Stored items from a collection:
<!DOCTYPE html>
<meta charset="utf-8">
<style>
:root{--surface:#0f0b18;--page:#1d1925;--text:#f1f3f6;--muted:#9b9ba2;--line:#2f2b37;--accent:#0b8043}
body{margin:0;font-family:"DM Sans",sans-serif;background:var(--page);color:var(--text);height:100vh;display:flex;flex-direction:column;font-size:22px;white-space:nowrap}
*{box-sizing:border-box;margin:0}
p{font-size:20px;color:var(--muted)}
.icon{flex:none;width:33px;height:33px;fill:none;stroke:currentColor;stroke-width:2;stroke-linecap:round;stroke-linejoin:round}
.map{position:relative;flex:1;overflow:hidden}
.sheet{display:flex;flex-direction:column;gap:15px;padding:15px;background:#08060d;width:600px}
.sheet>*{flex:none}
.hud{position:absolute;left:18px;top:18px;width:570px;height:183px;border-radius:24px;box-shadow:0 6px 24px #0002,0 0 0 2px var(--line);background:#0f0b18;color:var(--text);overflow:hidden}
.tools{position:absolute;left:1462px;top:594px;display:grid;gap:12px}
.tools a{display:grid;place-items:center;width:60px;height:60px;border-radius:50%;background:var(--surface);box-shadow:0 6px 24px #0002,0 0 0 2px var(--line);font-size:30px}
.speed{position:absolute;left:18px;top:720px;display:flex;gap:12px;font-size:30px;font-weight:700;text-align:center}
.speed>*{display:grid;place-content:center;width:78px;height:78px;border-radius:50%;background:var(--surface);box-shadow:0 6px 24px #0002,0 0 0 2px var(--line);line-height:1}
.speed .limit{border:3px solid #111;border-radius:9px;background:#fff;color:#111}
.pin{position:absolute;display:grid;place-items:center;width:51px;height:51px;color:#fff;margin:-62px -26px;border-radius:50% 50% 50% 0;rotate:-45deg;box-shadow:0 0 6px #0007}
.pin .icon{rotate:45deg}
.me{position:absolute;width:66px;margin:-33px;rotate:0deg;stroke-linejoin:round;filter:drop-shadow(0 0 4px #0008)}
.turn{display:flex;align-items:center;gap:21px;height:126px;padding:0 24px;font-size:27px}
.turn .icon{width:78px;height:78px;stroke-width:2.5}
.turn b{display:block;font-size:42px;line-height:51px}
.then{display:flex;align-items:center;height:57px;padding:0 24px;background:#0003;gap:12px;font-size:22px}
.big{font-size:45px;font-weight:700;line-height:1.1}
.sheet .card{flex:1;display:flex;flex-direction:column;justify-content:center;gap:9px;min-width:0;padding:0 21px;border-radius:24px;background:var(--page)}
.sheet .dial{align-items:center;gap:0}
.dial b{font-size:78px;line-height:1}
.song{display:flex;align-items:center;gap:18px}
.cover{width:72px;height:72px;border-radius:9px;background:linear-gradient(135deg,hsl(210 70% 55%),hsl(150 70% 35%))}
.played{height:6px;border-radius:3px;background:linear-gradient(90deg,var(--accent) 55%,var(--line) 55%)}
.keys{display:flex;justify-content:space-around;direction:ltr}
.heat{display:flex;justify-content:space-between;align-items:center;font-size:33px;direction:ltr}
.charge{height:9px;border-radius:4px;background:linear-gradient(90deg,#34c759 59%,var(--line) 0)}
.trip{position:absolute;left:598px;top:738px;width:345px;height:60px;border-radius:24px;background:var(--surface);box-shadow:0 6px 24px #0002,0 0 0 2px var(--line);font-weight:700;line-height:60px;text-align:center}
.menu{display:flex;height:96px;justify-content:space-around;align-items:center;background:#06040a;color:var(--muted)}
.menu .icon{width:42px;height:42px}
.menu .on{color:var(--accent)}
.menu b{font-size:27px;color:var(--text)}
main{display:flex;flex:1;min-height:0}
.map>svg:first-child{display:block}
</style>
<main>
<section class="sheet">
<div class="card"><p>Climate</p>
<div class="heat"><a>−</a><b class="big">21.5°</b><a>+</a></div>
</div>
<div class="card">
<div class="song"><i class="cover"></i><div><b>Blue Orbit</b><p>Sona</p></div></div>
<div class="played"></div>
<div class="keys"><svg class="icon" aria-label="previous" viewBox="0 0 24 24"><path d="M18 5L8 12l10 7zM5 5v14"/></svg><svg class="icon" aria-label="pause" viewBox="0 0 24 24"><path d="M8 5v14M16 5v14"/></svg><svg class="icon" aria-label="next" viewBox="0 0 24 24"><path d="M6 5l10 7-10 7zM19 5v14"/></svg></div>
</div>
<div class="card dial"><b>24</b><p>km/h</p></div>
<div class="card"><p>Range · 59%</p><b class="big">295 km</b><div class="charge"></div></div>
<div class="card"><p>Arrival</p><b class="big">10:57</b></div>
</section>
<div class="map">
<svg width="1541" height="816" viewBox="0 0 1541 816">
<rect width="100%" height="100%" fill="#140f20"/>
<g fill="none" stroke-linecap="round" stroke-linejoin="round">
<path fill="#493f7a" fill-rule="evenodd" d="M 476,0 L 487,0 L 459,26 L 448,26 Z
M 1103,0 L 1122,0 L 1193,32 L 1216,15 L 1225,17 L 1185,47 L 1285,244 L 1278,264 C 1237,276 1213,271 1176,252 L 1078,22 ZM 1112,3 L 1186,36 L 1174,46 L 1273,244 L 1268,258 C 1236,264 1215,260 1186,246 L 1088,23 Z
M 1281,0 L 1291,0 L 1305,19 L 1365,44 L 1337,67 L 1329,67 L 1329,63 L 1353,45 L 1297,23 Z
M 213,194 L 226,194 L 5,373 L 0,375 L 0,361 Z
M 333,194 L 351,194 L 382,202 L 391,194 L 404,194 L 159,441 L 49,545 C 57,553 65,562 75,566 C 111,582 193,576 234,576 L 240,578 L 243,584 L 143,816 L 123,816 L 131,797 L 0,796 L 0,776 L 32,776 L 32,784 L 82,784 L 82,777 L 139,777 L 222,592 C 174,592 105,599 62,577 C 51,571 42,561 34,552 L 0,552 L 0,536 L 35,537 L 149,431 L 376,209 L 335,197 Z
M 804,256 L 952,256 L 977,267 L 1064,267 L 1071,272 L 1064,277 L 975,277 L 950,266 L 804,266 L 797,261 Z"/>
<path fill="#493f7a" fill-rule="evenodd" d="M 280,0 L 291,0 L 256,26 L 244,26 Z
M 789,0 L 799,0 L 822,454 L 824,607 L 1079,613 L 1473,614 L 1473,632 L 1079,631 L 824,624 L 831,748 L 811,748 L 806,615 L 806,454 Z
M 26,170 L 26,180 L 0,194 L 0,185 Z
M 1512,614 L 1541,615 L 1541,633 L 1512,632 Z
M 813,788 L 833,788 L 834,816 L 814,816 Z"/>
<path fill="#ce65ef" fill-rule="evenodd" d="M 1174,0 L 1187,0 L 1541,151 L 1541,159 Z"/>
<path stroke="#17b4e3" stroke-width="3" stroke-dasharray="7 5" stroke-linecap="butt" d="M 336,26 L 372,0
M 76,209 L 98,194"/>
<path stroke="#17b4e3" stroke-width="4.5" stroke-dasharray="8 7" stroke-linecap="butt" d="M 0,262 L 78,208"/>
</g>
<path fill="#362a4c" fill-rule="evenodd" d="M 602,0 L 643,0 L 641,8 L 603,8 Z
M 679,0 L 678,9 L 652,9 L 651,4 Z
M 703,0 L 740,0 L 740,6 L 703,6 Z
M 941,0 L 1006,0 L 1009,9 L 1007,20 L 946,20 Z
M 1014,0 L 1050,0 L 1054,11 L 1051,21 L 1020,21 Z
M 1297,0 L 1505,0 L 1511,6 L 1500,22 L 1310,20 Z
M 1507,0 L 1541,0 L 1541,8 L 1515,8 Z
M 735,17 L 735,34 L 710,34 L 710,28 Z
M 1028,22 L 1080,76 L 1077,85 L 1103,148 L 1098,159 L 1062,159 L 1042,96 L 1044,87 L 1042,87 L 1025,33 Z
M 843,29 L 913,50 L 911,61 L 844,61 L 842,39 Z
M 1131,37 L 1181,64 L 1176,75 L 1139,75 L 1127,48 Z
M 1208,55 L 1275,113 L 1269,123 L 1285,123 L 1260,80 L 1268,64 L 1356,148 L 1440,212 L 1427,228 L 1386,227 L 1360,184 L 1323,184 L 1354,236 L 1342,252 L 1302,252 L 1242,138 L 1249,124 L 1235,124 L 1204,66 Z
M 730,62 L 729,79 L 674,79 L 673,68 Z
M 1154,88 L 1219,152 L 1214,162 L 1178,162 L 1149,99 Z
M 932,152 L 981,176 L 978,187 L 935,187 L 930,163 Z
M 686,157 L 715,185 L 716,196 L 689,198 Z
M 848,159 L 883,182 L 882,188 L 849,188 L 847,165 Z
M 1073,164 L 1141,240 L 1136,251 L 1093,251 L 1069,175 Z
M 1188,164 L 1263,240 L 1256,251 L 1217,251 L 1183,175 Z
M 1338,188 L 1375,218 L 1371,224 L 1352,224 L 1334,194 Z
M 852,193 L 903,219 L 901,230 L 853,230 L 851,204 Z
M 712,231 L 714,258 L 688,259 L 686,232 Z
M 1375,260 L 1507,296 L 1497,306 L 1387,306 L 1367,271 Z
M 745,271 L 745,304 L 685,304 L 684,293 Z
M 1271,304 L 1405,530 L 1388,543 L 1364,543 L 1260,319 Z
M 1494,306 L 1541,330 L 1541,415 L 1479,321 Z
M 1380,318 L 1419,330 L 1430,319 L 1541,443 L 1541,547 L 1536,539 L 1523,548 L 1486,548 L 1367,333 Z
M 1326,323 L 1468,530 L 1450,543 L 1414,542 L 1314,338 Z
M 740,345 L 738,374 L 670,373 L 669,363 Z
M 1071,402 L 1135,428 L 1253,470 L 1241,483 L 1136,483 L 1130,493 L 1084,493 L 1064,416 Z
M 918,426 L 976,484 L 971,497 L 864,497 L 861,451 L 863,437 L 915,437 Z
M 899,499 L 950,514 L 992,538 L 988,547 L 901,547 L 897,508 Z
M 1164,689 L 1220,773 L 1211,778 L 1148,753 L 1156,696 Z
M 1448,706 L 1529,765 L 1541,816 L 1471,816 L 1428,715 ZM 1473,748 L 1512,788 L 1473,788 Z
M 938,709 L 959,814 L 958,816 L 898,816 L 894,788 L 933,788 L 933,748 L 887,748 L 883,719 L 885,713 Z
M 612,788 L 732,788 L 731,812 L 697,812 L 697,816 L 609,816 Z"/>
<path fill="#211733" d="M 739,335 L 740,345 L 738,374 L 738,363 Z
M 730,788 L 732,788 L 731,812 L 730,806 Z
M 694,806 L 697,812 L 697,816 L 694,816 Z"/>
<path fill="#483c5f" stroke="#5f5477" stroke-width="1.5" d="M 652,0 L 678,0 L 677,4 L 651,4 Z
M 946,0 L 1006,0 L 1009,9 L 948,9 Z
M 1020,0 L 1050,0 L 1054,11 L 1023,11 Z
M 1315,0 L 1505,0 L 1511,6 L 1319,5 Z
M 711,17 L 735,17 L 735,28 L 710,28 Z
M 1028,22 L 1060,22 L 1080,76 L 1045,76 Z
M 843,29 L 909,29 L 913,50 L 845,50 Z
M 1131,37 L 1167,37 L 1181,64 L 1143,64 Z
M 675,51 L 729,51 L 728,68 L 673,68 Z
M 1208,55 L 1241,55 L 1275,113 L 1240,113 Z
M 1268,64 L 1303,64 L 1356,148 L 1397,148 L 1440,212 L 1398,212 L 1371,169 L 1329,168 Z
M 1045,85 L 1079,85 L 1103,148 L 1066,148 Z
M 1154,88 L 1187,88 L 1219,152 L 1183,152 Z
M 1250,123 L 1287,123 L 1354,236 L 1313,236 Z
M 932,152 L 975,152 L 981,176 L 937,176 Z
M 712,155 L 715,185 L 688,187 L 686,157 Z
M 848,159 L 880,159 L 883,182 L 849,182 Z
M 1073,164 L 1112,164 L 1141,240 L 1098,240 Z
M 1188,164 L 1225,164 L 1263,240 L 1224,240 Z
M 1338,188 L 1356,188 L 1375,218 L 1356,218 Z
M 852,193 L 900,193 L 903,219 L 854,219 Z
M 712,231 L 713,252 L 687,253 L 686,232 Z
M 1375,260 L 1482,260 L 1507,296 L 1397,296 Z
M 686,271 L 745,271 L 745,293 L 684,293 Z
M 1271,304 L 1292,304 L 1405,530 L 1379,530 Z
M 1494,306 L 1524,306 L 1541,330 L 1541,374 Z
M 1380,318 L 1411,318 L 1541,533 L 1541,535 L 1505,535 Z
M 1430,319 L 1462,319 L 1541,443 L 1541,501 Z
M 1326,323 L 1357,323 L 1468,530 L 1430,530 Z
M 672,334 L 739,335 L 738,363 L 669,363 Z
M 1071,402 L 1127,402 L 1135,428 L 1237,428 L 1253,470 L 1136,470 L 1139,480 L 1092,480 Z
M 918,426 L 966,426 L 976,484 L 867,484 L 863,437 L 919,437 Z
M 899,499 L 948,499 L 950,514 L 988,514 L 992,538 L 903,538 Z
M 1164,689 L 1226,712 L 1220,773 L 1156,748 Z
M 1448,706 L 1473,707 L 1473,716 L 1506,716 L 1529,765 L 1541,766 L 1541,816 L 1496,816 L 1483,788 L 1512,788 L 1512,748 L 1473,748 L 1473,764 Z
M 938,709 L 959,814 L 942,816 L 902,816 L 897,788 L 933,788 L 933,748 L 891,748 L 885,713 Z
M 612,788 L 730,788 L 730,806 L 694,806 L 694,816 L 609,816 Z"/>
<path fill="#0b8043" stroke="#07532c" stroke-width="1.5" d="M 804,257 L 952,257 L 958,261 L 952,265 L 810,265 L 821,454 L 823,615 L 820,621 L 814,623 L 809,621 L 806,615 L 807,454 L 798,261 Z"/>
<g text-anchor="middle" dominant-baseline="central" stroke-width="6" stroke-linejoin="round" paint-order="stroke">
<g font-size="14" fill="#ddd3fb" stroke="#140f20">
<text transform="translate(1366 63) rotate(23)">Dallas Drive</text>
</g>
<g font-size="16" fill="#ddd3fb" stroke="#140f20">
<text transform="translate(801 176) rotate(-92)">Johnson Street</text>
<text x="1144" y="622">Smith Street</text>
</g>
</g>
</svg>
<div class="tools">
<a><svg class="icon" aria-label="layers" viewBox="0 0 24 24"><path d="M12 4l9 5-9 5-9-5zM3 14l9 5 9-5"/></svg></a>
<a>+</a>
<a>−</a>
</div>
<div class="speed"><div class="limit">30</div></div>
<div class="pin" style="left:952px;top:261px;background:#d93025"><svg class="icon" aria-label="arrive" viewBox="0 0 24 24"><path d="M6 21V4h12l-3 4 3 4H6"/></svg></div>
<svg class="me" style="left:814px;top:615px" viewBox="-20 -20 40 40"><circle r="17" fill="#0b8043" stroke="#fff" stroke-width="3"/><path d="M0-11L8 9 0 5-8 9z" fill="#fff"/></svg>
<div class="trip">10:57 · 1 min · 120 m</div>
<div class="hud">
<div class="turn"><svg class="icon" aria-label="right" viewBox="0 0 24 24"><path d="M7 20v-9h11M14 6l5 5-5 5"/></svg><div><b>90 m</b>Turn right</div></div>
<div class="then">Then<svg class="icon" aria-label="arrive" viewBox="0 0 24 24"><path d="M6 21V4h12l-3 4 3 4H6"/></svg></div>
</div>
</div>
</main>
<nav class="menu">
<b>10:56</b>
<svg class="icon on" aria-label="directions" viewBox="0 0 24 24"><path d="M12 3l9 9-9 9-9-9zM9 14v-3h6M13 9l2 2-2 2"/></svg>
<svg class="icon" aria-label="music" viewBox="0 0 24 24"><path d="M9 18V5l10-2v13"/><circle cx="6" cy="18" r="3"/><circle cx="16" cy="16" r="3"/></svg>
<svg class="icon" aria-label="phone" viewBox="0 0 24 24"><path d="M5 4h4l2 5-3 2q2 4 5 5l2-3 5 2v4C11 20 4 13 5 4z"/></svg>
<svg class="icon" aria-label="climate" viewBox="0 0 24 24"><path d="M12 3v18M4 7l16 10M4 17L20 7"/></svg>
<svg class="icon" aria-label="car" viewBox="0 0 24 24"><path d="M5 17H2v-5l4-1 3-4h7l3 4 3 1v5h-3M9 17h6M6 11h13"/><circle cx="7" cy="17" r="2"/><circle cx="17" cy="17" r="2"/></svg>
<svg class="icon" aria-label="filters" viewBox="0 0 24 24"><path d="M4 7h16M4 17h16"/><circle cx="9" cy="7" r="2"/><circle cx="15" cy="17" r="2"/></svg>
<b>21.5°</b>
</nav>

**WHAT THE TASK ASKS:**
Each line that holds the string "tools" is to be copied from the entries above.

**WRITTEN REPLY:**
.tools{position:absolute;left:1462px;top:594px;display:grid;gap:12px}
.tools a{display:grid;place-items:center;width:60px;height:60px;border-radius:50%;background:var(--surface);box-shadow:0 6px 24px #0002,0 0 0 2px var(--line);font-size:30px}
<div class="tools">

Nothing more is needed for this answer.